Il y a mille et une façons de conjuguer verbe Être et être Verbe. L’homme qui conte, l’homme qui prie, l’homme qui chante renvoient tous à la même vision : la forme humaine, limitée à l’extérieur, révèle par la réso­nance l’infinité qu’elle scelle. Mais cette révélation reste mystérieuse ; elle ne décrit rien, elle suggère ; elle n’est pas explication, elle est implication.

L’HARMONIE : UNE ÉTERNITÉ ÉPHÉMÈRE

Mais ici, l’homme qui chante n’est pas seul. Lorsqu’une voix s’ajoute à une autre voix, la consonance qui se forme n’appartient ni à l’une ni à l’autre ; elle les englobe immédiatement dans un mouvement ondula­toire stable ; chacune des voix est une polarité, qui abolit pour quelques instants son indépendance pour communier à cet être éphémère : « l’accord, formé de deux corps, dont le foyer vibrant est le vide médian qui les sépare et les relie ».

Lorsque quinze, trente, cinquante voix font cercle, la cohérence harmo­nique qui émerge spontanément du chaos, venant de nulle part et de partout à la fois, donne à chacun la perception concrète d’une unité qui le dépasse. La manifestation de cette unité, fragile, aléatoire, involon­taire, contraste de façon saisissante avec l’intuition d’une puissance immua­ble émanant de la masse sonore, d’un dessein sous-jacent suggéré par l’ordre harmonique. La plénitude qu’on y éprouve n’est pas tant celle des catégories esthétiques, que l’émotion de participer à une genèse : être la fibre vivante d’un tissu sonore dont l’insaisissable beauté, n’apparte­nant à personne, rejaillit sur tous.

Transcendance tangible.

LA CONFUSION PHILOSOPHALE

Tout au long de l’improvisation collective, de nombreux phénomènes de communication subtile surviennent, qu’il est difficile d’analyser. C’est en effet une expérience de la simultanéité que le langage, diachronique par nature, ne peut saisir sans émietter.

Dans l’acte collectif, la frontière entre « moi » et « l’ensemble » s’efface pour un temps.

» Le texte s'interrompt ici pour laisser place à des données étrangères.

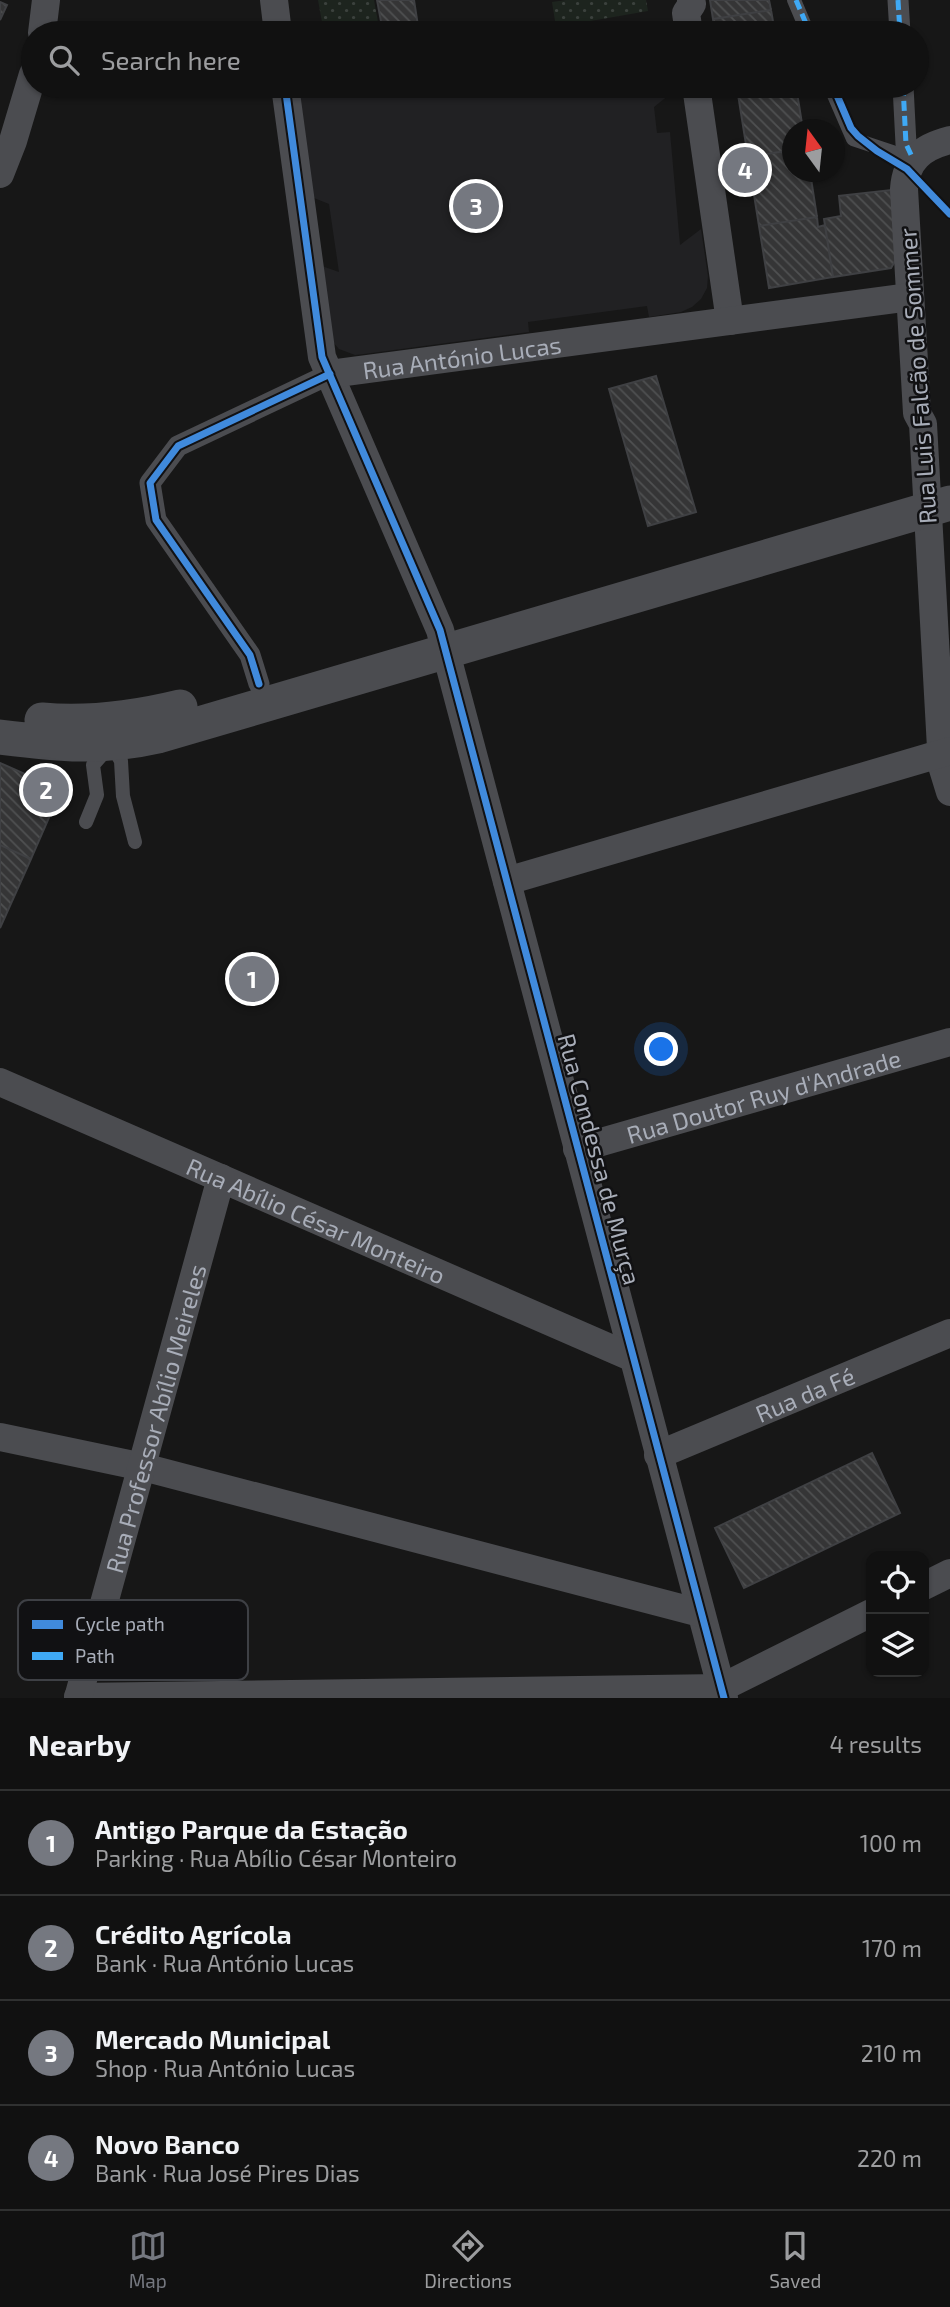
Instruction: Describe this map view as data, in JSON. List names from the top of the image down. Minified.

Le déploiement sonore est doué d’une vie propre qui n’appartient à personne, et dont pourtant chacun est responsable ; cette vie-là, à la fois une et multiple, venant en même temps du fond de soi et d’ailleurs, est manifestation tangible de la globalité « qui est plus que l’ensemble de ses parties ».

En effet, celui qui vient prendre place dans le cercle sonore est traversé d’un double mouvement : par la simple vertu de sa disponibilité d’écoute, toutes les voix coïncident en lui pendant que, par sa propre voix, il se projette hors de lui-même dans l’espace sonore.

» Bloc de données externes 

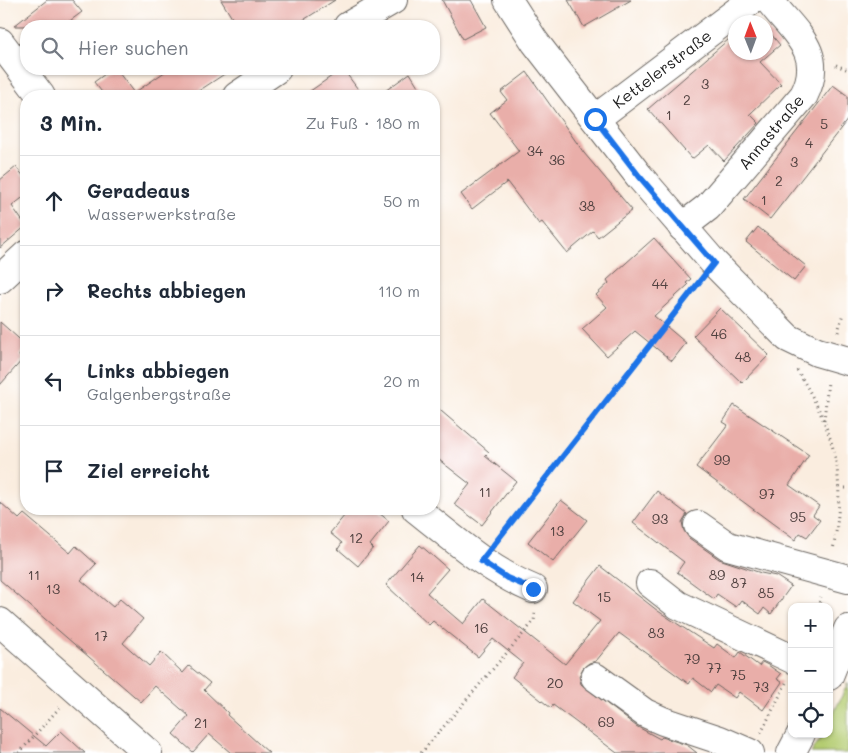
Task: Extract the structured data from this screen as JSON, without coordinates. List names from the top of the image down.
{
  "streets": {
    "street": ["Kettelerstraße", "Annastraße"]
  },
  "house_numbers": [
    "3",
    "2",
    "1",
    "5",
    "4",
    "34",
    "36",
    "3",
    "2",
    "1",
    "38",
    "44",
    "46",
    "48",
    "99",
    "11",
    "97",
    "95",
    "93",
    "13",
    "12",
    "11",
    "89",
    "14",
    "87",
    "13",
    "85",
    "15",
    "16",
    "83",
    "17",
    "79",
    "77",
    "75",
    "20",
    "73",
    "69",
    "21"
  ],
  "north": "top",
  "page": {
    "search": "Hier suchen",
    "heading": ["3 Min.", "Zu Fuß · 180 m"],
    "list": [
      ["Geradeaus", "Wasserwerkstraße", "50 m"],
      ["Rechts abbiegen", "110 m"],
      ["Links abbiegen", "Galgenbergstraße", "20 m"],
      "Ziel erreicht"
    ],
    "map_buttons": ["+", "−"]
  }
}
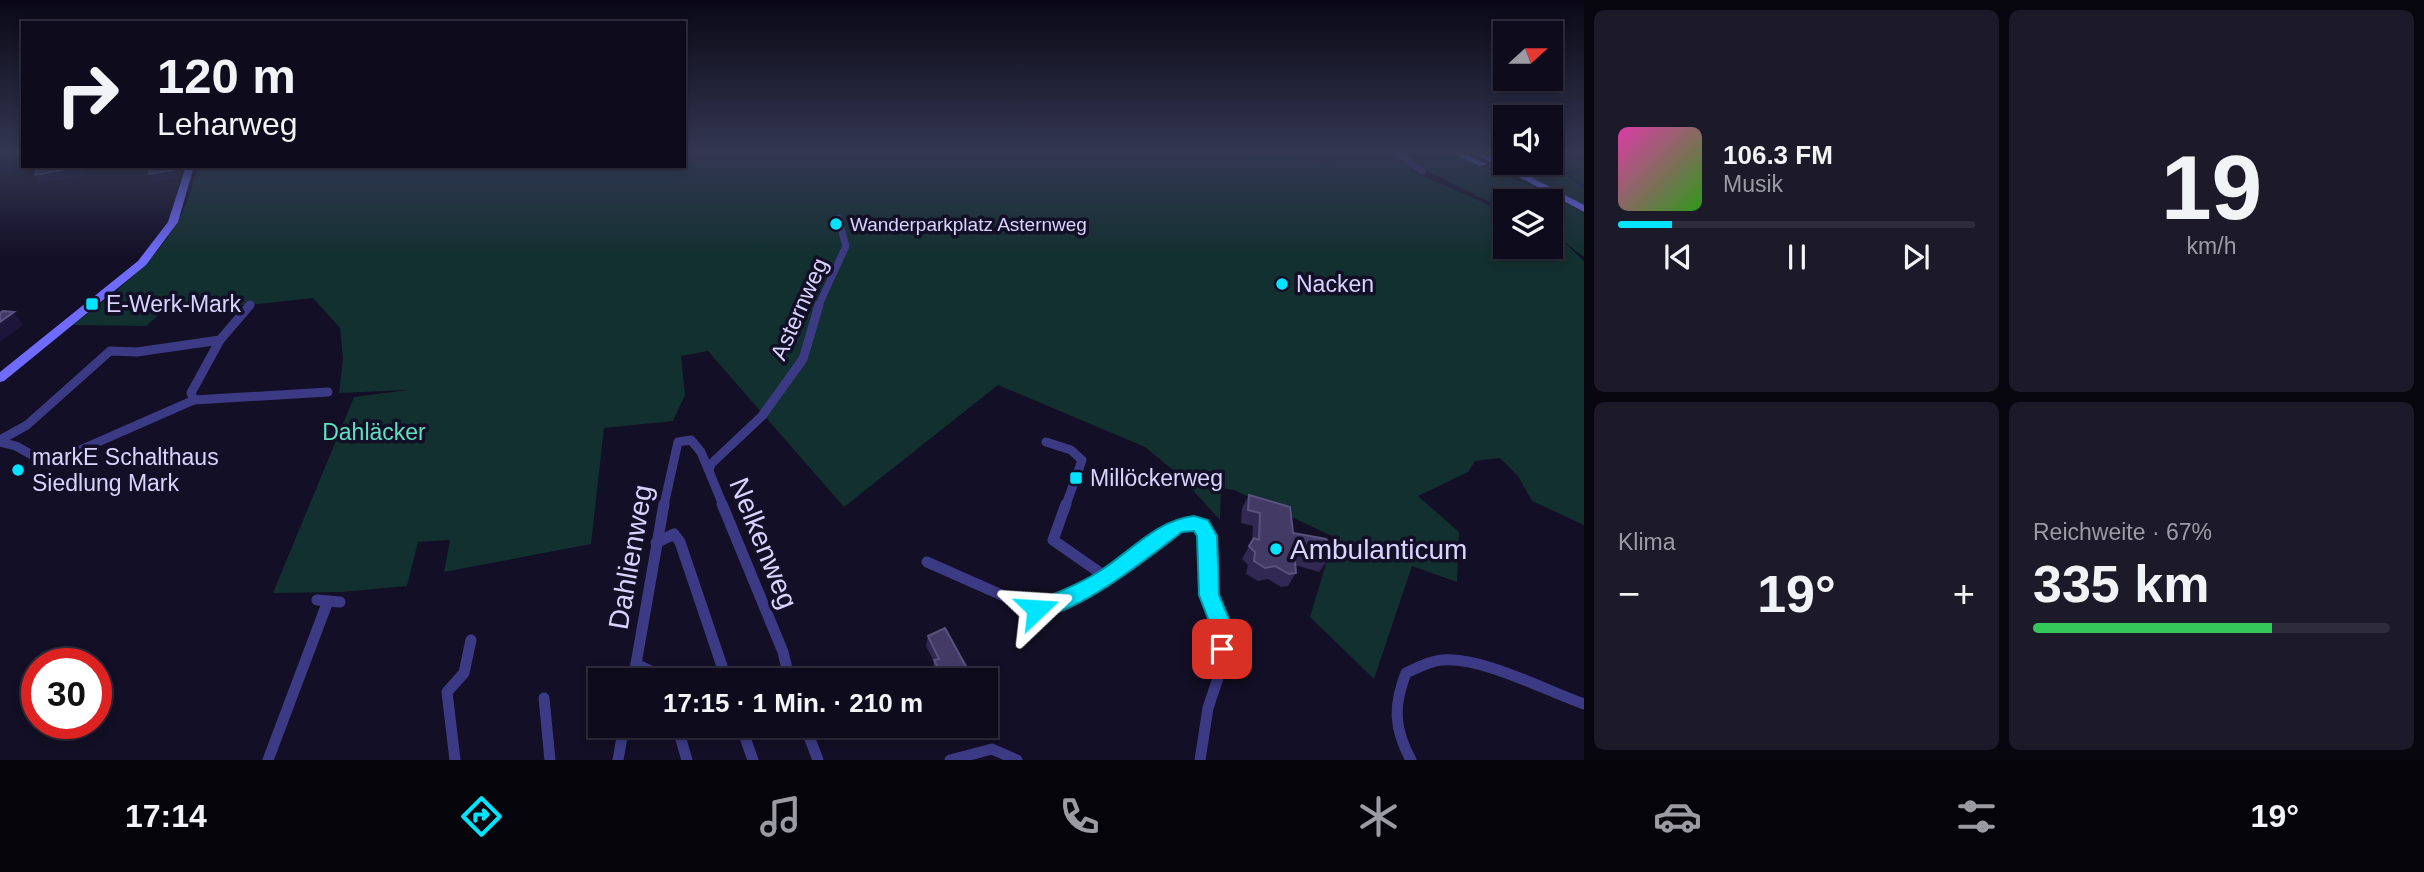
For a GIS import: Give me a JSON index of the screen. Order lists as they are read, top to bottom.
{
  "streets": {
    "street": ["Asternweg", "Nelkenweg", "Dahlienweg"]
  },
  "crossings": [
    ["Asternweg", "Nelkenweg"],
    ["Nelkenweg", "Dahlienweg"]
  ],
  "parks": ["Dahläcker"],
  "places": {
    "other": [
      "Wanderparkplatz Asternweg",
      "Nacken",
      "markE Schalthaus Siedlung Mark",
      "Ambulanticum"
    ],
    "transit": ["E-Werk-Mark", "Millöckerweg"]
  },
  "north": "right",
  "page": {
    "tile": [
      ["19", "km/h"],
      "Klima",
      ["Reichweite · 67%", "335 km"]
    ],
    "turn": ["120 m", "Leharweg"],
    "song": ["106.3 FM", "Musik"],
    "heat": ["−", "19°", "+"],
    "limit": "30",
    "trip": "17:15 · 1 Min. · 210 m",
    "tabs": ["17:14", "19°"]
  }
}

Ce mouvement du Tout qui se concentre dans la partie, et de la partie qui se diffuse dans le Tout, est le support d’une transformation qualitative de la conscience : La masse des sons, chaotique, pénétrant le cœur sensible de l’être, pro­voque une tension qui ne peut être résolue qu’en devenant source d’un nouveau son qui ramasse l’ensemble, le met en perspective, en consonance.

Le passage s’opère ainsi par l’apparition de différences qui ne sont pas scissions ni négations, mais au contraire configurations, constellations. Ce passage s’accompagne d’intenses échanges énergétiques où chacun devient le lieu de synthèse de tous les autres.

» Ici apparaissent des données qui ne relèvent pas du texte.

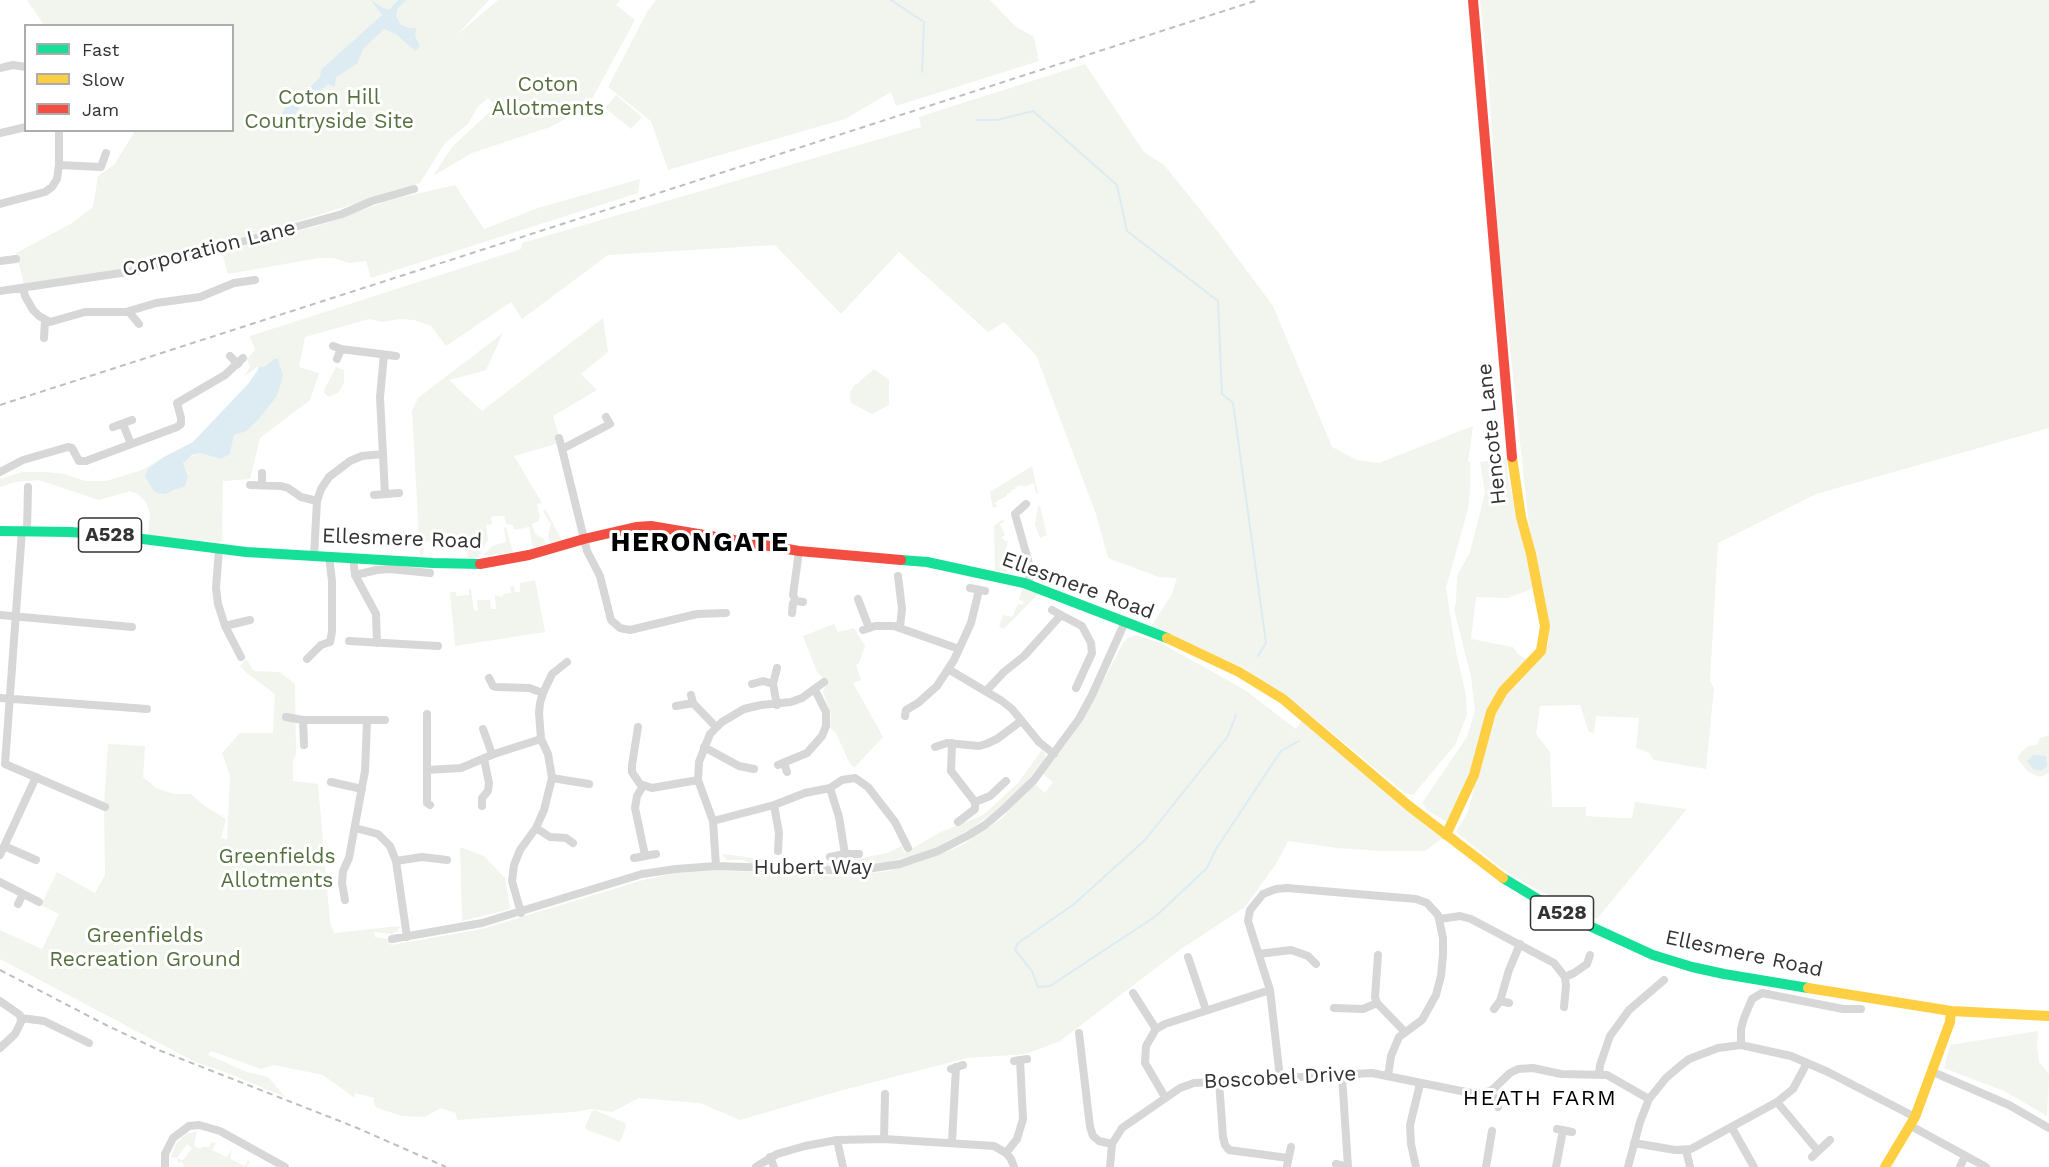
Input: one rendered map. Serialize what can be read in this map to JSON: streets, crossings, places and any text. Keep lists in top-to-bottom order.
{
  "streets": {
    "main road": ["Hencote Lane", "A528", "Ellesmere Road"],
    "street": ["Corporation Lane", "Hubert Way", "Boscobel Drive"]
  },
  "crossings": [
    ["Hencote Lane", "Ellesmere Road"],
    ["Ellesmere Road", "Hubert Way"]
  ],
  "districts": ["HERONGATE", "HEATH FARM"],
  "parks": [
    "Coton Allotments",
    "Coton Hill Countryside Site",
    "Greenfields Allotments",
    "Greenfields Recreation Ground"
  ],
  "legend": ["Fast", "Slow", "Jam"]
}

Cette résolution qualitative s’accomplit spontanément lorsque la cons­cience individuelle, ne pouvant intégrer la complexité de la masse sonore, lâche prise. À l’instant même une nouvelle perception émerge qui n’est plus seulement individuelle, entre-tissée de plusieurs consciences accordées.

Parcouru par la puissance, mais délivré de la tension, l’être devient alors foyer de résonance de qualités nouvelles.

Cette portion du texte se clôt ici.